■ Instructions for the task
Produce a copy of every line in the records that holds the string "Prinzenallee".

(Stored data)
◇ ◇ ◇ ◇

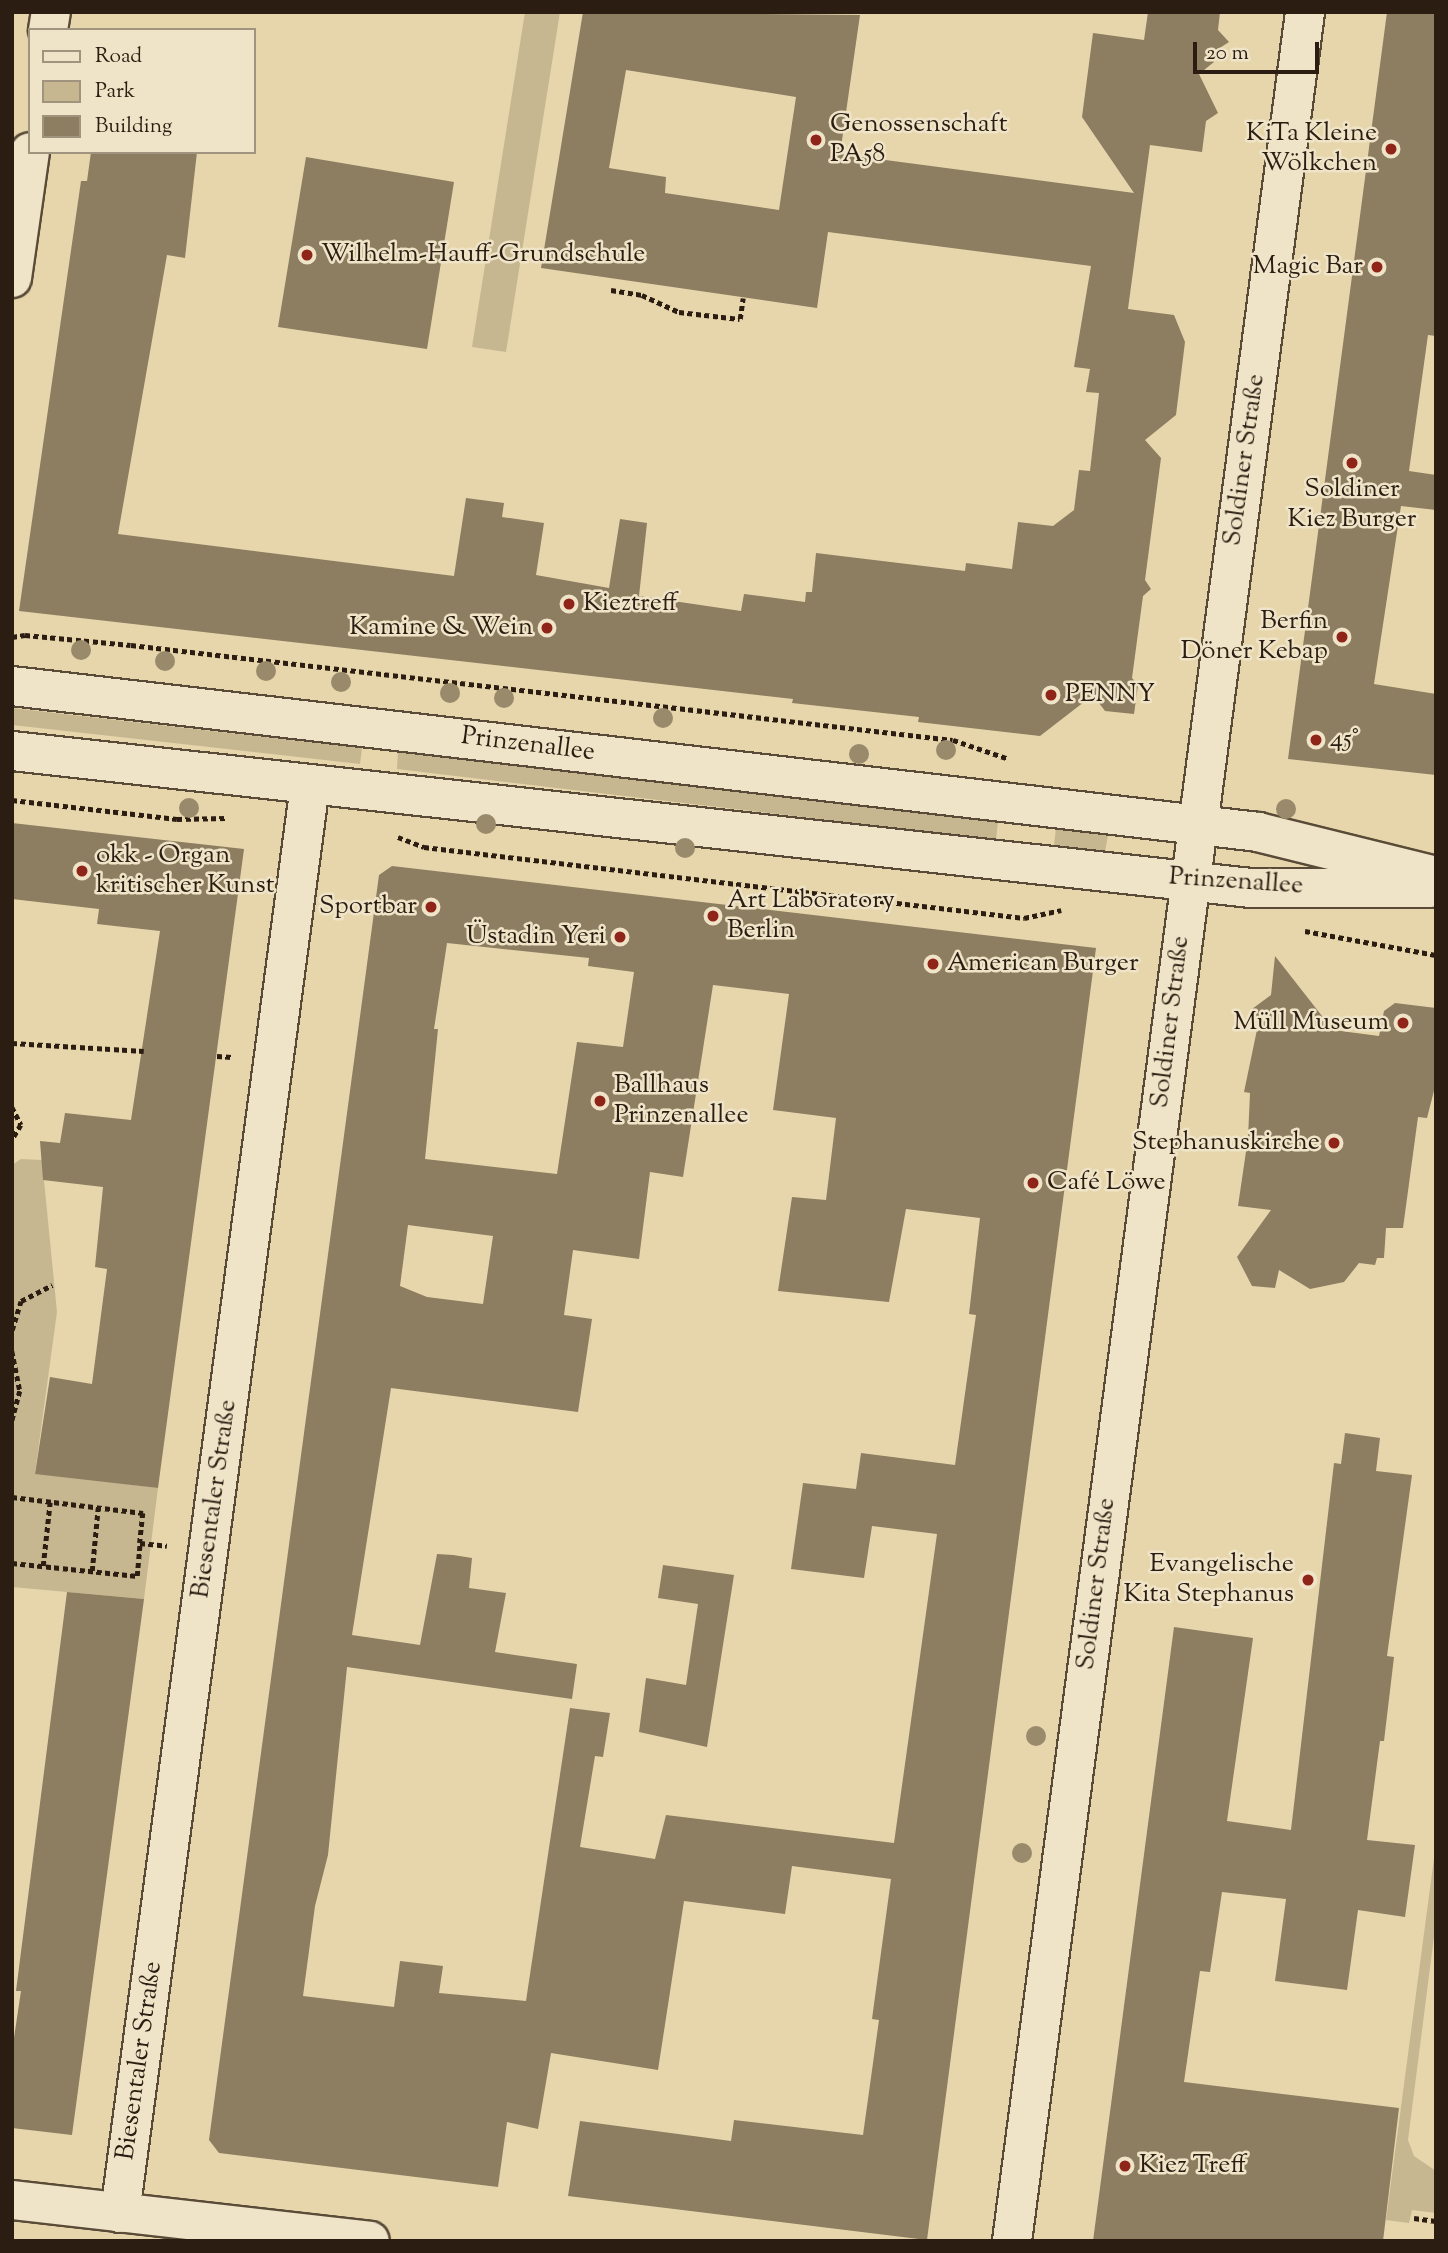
<!DOCTYPE html>
<meta charset="utf-8">
<style>
body{margin:0}
#map{position:relative;width:1448px;height:2253px;overflow:hidden;background:#e7d6ab;font-family:"Sorts Mill Goudy",serif}
div>[style]{position:absolute}
.green>*{inset:0;background:#c7b791}
.building>*{inset:0;background:#8d7d61}
.path>*{height:4.5px;margin-top:-2.25px;transform-origin:0;background:repeating-linear-gradient(90deg,#2b1d11 0 5px,transparent 0 8.5px)}
.roads{filter:drop-shadow(2px 0 #5a4b38) drop-shadow(-2px 0 #5a4b38) drop-shadow(0 2px #5a4b38) drop-shadow(0 -2px #5a4b38)}
.street>*{height:38px;margin:-19px;padding:0 19px;transform-origin:19px;border-radius:19px;background:#efe4c8}
.secondary>*{height:38px;margin:-19px;padding:0 19px;transform-origin:19px;border-radius:19px;background:#efe4c8}
.trees>*{width:20px;height:20px;margin:-10px;border-radius:50%;background:#998a6b}
.dots>*{width:19px;height:19px;translate:-50% -50%;box-sizing:border-box;border:4px solid #efe4c8;border-radius:50%}
span{translate:-50% -50%;white-space:nowrap;text-align:center;line-height:1.15;-webkit-text-stroke:5px #efe4c8;paint-order:stroke}
.poi-label{font-size:26px;color:#2b1d11}
.left{translate:0 -50%;text-align:left}
.right{translate:-100% -50%;text-align:right}
.street-label{font-size:26px;color:#2b1d11}
.frame{position:absolute;inset:0;border:14px solid #2b1d11;pointer-events:none}
.legend{position:absolute;left:28px;top:28px;width:228px;height:126px;box-sizing:border-box;background:#efe4c8;border:2px solid #a1947f;margin:0;padding:9px 12px;list-style:none;font-size:21px;color:#2b1d11}
.legend li{display:flex;align-items:center;gap:14px;height:35px}
.legend b{width:35px;border:2px solid #a1947f}
.scale{position:absolute;left:1193px;top:42px;width:126px;height:32px;box-sizing:border-box;border:4px solid #2b1d11;border-top:0;padding-left:9px;font-size:21px;line-height:24px;white-space:nowrap;color:#2b1d11;-webkit-text-stroke:5px #efe4c8;paint-order:stroke}
</style>
<div id="map">
<div class="green">
<div style="clip-path:polygon(525px 12px,560px 12px,506px 352px,472px 347px)"></div>
<div style="clip-path:polygon(12px 708px,362px 748px,360px 764px,12px 725px)"></div>
<div style="clip-path:polygon(398px 750px,998px 821px,996px 840px,397px 769px)"></div>
<div style="clip-path:polygon(1056px 828px,1108px 835px,1105px 852px,1054px 845px)"></div>
<div style="clip-path:polygon(21px 1159px,42px 1160px,57px 1312px,35px 1473px,158px 1488px,144px 1599px,12px 1587px,12px 1165px)"></div>
<div style="clip-path:polygon(1436px 1843px,1436px 1921px,1408px 2140px,1414px 2156px,1436px 2171px,1436px 2213px,1412px 2210px,1409px 2223px,1386px 2220px)"></div>
</div>
<div class="building">
<div style="clip-path:polygon(evenodd,583px 12px,860px 15px,840px 154px,1134px 193px,1082px 117px,1093px 33px,1144px 40px,1148px 12px,1220px 12px,1218px 30px,1229px 42px,1215px 51px,1214px 62px,1199px 74px,1218px 113px,1206px 121px,1202px 152px,1150px 145px,1128px 309px,1174px 315px,1185px 342px,1176px 415px,1145px 440px,1161px 458px,1145px 580px,1151px 589px,1143px 596px,1132px 678px,1138px 685px,1134px 714px,1105px 711px,1093px 695px,1040px 736px,918px 722px,919px 717px,792px 703px,793px 699px,19px 611px,81px 181px,87px 181px,91px 152px,197px 152px,185px 258px,167px 255px,118px 534px,454px 576px,466px 498px,504px 503px,502px 517px,544px 523px,536px 575px,609px 588px,620px 519px,647px 523px,639px 596px,741px 611px,744px 594px,805px 602px,806px 592px,812px 592px,816px 553px,965px 571px,966px 563px,1012px 569px,1018px 522px,1053px 526px,1074px 510px,1079px 470px,1090px 471px,1099px 393px,1086px 392px,1090px 369px,1074px 367px,1091px 266px,828px 232px,817px 308px,541px 268px,583px 12px,626px 70px,796px 97px,779px 210px,665px 193px,666px 177px,609px 168px,626px 70px)"></div>
<div style="clip-path:polygon(1387px 12px,1436px 12px,1436px 336px,1428px 335px,1409px 471px,1436px 475px,1436px 510px,1401px 506px,1374px 684px,1436px 694px,1436px 775px,1288px 759px)"></div>
<div style="clip-path:polygon(306px 157px,454px 182px,427px 349px,278px 327px)"></div>
<div style="clip-path:polygon(12px 823px,244px 849px,158px 1488px,35px 1474px,50px 1377px,92px 1384px,107px 1269px,95px 1267px,103px 1187px,43px 1180px,40px 1141px,60px 1143px,65px 1113px,131px 1120px,160px 931px,97px 924px,99px 909px,12px 899px)"></div>
<div style="clip-path:polygon(evenodd,392px 866px,1096px 948px,927px 2240px,568px 2196px,580px 2121px,731px 2141px,734px 2120px,863px 2135px,879px 2020px,872px 2019px,891px 1879px,792px 1866px,785px 1914px,684px 1901px,658px 2070px,551px 2053px,538px 2129px,507px 2122px,498px 2187px,219px 2153px,209px 2140px,379px 875px,392px 866px,447px 943px,589px 958px,588px 966px,634px 972px,623px 1047px,577px 1042px,557px 1174px,425px 1159px,438px 1029px,434px 1029px,447px 943px,392px 866px,713px 985px,789px 994px,773px 1110px,836px 1118px,826px 1200px,792px 1197px,778px 1291px,889px 1302px,906px 1209px,980px 1218px,969px 1314px,976px 1315px,955px 1465px,861px 1453px,856px 1489px,803px 1483px,791px 1569px,864px 1578px,872px 1526px,937px 1534px,894px 1843px,666px 1815px,655px 1859px,580px 1847px,595px 1756px,603px 1757px,610px 1713px,570px 1708px,526px 2001px,439px 1993px,443px 1966px,400px 1961px,394px 2007px,303px 1996px,315px 1906px,328px 1855px,347px 1667px,572px 1699px,577px 1664px,495px 1652px,506px 1593px,469px 1588px,472px 1558px,453px 1555px,437px 1554px,420px 1645px,352px 1635px,391px 1388px,578px 1412px,592px 1319px,564px 1315px,573px 1250px,639px 1259px,650px 1172px,683px 1177px,713px 985px,392px 866px,408px 1225px,493px 1236px,483px 1304px,427px 1297px,400px 1286px,408px 1225px)"></div>
<div style="clip-path:polygon(1275px 956px,1333px 1030px,1379px 1036px,1384px 1011px,1395px 1003px,1436px 1008px,1436px 1083px,1427px 1118px,1418px 1117px,1403px 1228px,1386px 1228px,1384px 1258px,1377px 1258px,1375px 1265px,1359px 1263px,1344px 1282px,1310px 1289px,1279px 1270px,1275px 1288px,1252px 1286px,1237px 1257px,1271px 1210px,1238px 1206px,1248px 1138px,1250px 1093px,1244px 1092px,1259px 1020px,1252px 1009px,1271px 995px)"></div>
<div style="clip-path:polygon(1345px 1433px,1380px 1438px,1376px 1471px,1412px 1475px,1387px 1656px,1394px 1657px,1384px 1741px,1380px 1741px,1367px 1840px,1415px 1845px,1405px 1917px,1358px 1910px,1347px 1990px,1275px 1981px,1286px 1899px,1222px 1892px,1210px 1972px,1200px 1971px,1184px 2082px,1399px 2108px,1383px 2241px,1093px 2241px,1174px 1627px,1253px 1638px,1227px 1821px,1291px 1830px,1334px 1463px,1341px 1464px)"></div>
<div style="clip-path:polygon(663px 1565px,734px 1575px,707px 1747px,639px 1732px,646px 1678px,686px 1685px,698px 1604px,658px 1598px)"></div>
<div style="clip-path:polygon(67px 1592px,144px 1599px,72px 2135px,12px 2128px,12px 2051px,21px 1991px,16px 1991px)"></div>
</div>
<div class="path">
<div style="left:611px;top:290px;width:31px;rotate:9deg"></div>
<div style="left:642px;top:295px;width:41px;rotate:24.7deg"></div>
<div style="left:679px;top:312px;width:61px;rotate:6.5deg"></div>
<div style="left:740px;top:319px;width:21px;rotate:-82deg"></div>
<div style="left:12px;top:637px;width:13px;rotate:-9deg"></div>
<div style="left:25px;top:635px;width:106px;rotate:5.4deg"></div>
<div style="left:131px;top:645px;width:827px;rotate:6.59deg"></div>
<div style="left:953px;top:740px;width:59px;rotate:18.7deg"></div>
<div style="left:12px;top:800px;width:166px;rotate:6.6deg"></div>
<div style="left:177px;top:819px;width:50px;rotate:-1.1deg"></div>
<div style="left:398px;top:837px;width:28px;rotate:21deg"></div>
<div style="left:424px;top:847px;width:604px;rotate:6.75deg"></div>
<div style="left:1024px;top:918px;width:38px;rotate:-12deg"></div>
<div style="left:1305px;top:931px;width:133px;rotate:10.4deg"></div>
<div style="left:12px;top:1043px;width:132px;rotate:3.5deg"></div>
<div style="left:217px;top:1056px;width:15px;rotate:4deg"></div>
<div style="left:12px;top:1107px;width:20px;rotate:63deg"></div>
<div style="left:21px;top:1125px;width:17px;rotate:121deg"></div>
<div style="left:12px;top:1330px;width:30px;rotate:-73deg"></div>
<div style="left:21px;top:1301px;width:35px;rotate:-27deg"></div>
<div style="left:12px;top:1351px;width:41px;rotate:78.7deg"></div>
<div style="left:20px;top:1391px;width:31px;rotate:105deg"></div>
<div style="left:12px;top:1497px;width:132px;rotate:7deg"></div>
<div style="left:143px;top:1513px;width:30px;rotate:96deg"></div>
<div style="left:140px;top:1543px;width:27px;rotate:6deg"></div>
<div style="left:12px;top:1563px;width:126px;rotate:5.9deg"></div>
<div style="left:137px;top:1576px;width:33px;rotate:-85deg"></div>
<div style="left:43px;top:1566px;width:64px;rotate:-83.8deg"></div>
<div style="left:92px;top:1571px;width:63px;rotate:-84.6deg"></div>
<div style="left:1414px;top:2218px;width:22px;rotate:8deg"></div>
</div>
<div class="roads">
<div class="street">
<div style="left:48px;top:30px;width:18px;rotate:-81deg"></div>
<div style="left:12px;top:278px;width:127px;rotate:-81.9deg"></div>
<div style="left:12px;top:2200px;width:360px;rotate:6.5deg"></div>
<div style="left:120px;top:2213px;width:1441px;rotate:-82.42deg"></div>
<div style="left:1012px;top:2241px;width:2248px;rotate:-82.51deg"></div>
</div>
<div class="secondary">
<div style="left:12px;top:686px;width:1255px;rotate:6.68deg"></div>
<div style="left:1258px;top:832px;width:183px;rotate:13.9deg"></div>
<div style="left:12px;top:751px;width:1247px;rotate:6.31deg"></div>
<div style="left:1251px;top:888px;width:180px"></div>
</div>
</div>
<div class="trees">
<div style="left:81px;top:650px"></div>
<div style="left:165px;top:661px"></div>
<div style="left:266px;top:671px"></div>
<div style="left:341px;top:682px"></div>
<div style="left:450px;top:693px"></div>
<div style="left:504px;top:698px"></div>
<div style="left:663px;top:718px"></div>
<div style="left:946px;top:750px"></div>
<div style="left:859px;top:754px"></div>
<div style="left:189px;top:808px"></div>
<div style="left:1286px;top:809px"></div>
<div style="left:486px;top:824px"></div>
<div style="left:685px;top:848px"></div>
<div style="left:1036px;top:1736px"></div>
<div style="left:1022px;top:1853px"></div>
</div>
<div class="dots">
<div style="left:816px;top:140px;background:#8f2418"></div>
<div style="left:1391px;top:149px;background:#8f2418"></div>
<div style="left:307px;top:255px;background:#8f2418"></div>
<div style="left:1377px;top:267px;background:#8f2418"></div>
<div style="left:1352px;top:463px;background:#8f2418"></div>
<div style="left:569px;top:604px;background:#8f2418"></div>
<div style="left:547px;top:628px;background:#8f2418"></div>
<div style="left:1342px;top:637px;background:#8f2418"></div>
<div style="left:1051px;top:695px;background:#8f2418"></div>
<div style="left:1316px;top:740px;background:#8f2418"></div>
<div style="left:82px;top:871px;background:#8f2418"></div>
<div style="left:431px;top:907px;background:#8f2418"></div>
<div style="left:713px;top:916px;background:#8f2418"></div>
<div style="left:620px;top:937px;background:#8f2418"></div>
<div style="left:933px;top:964px;background:#8f2418"></div>
<div style="left:1403px;top:1023px;background:#8f2418"></div>
<div style="left:600px;top:1101px;background:#8f2418"></div>
<div style="left:1334px;top:1143px;background:#8f2418"></div>
<div style="left:1033px;top:1183px;background:#8f2418"></div>
<div style="left:1308px;top:1580px;background:#8f2418"></div>
<div style="left:1125px;top:2166px;background:#8f2418"></div>
</div>
<div class="poi-label">
<span class="left" style="left:830px;top:140px">Genossenschaft<br>PA58</span>
<span class="right" style="left:1377px;top:149px">KiTa Kleine<br>Wölkchen</span>
<span class="left" style="left:321px;top:255px">Wilhelm-Hauff-Grundschule</span>
<span class="right" style="left:1363px;top:267px">Magic Bar</span>
<span style="left:1352px;top:505px">Soldiner<br>Kiez Burger</span>
<span class="left" style="left:583px;top:604px">Kieztreff</span>
<span class="right" style="left:1328px;top:637px">Berfin<br>Döner Kebap</span>
<span class="right" style="left:533px;top:628px">Kamine &amp; Wein</span>
<span class="left" style="left:1065px;top:695px">PENNY</span>
<span class="left" style="left:1330px;top:740px">45°</span>
<span class="left" style="left:96px;top:871px">okk - Organ<br>kritischer Kunst</span>
<span class="left" style="left:727px;top:916px">Art Laboratory<br>Berlin</span>
<span class="right" style="left:417px;top:907px">Sportbar</span>
<span class="right" style="left:606px;top:937px">Üstadin Yeri</span>
<span class="left" style="left:947px;top:964px">American Burger</span>
<span class="right" style="left:1389px;top:1023px">Müll Museum</span>
<span class="left" style="left:614px;top:1101px">Ballhaus<br>Prinzenallee</span>
<span class="right" style="left:1320px;top:1143px">Stephanuskirche</span>
<span class="left" style="left:1047px;top:1183px">Café Löwe</span>
<span class="right" style="left:1294px;top:1580px">Evangelische<br>Kita Stephanus</span>
<span class="left" style="left:1139px;top:2166px">Kiez Treff</span>
</div>
<div class="street-label">
<span style="left:1245px;top:460px;rotate:-82deg">Soldiner Straße</span>
<span style="left:528px;top:745px;rotate:7deg">Prinzenallee</span>
<span style="left:1236px;top:882px;rotate:4deg">Prinzenallee</span>
<span style="left:1171px;top:1022px;rotate:-83deg">Soldiner Straße</span>
<span style="left:215px;top:1499px;rotate:-82deg">Biesentaler Straße</span>
<span style="left:1097px;top:1584px;rotate:-83deg">Soldiner Straße</span>
<span style="left:140px;top:2061px;rotate:-82deg">Biesentaler Straße</span>
</div>
<div class="frame"></div>
<ul class="legend">
<li><b style="height:9px;background:#efe4c8"></b>Road</li>
<li><b style="height:19px;background:#c7b791"></b>Park</li>
<li><b style="height:19px;background:#8d7d61"></b>Building</li>
</ul>
<div class="scale">20 m</div>
</div>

◇ ◇ ◇ ◇

■ Answer to this exercise
<span class="left" style="left:614px;top:1101px">Ballhaus<br>Prinzenallee</span>
<span style="left:528px;top:745px;rotate:7deg">Prinzenallee</span>
<span style="left:1236px;top:882px;rotate:4deg">Prinzenallee</span>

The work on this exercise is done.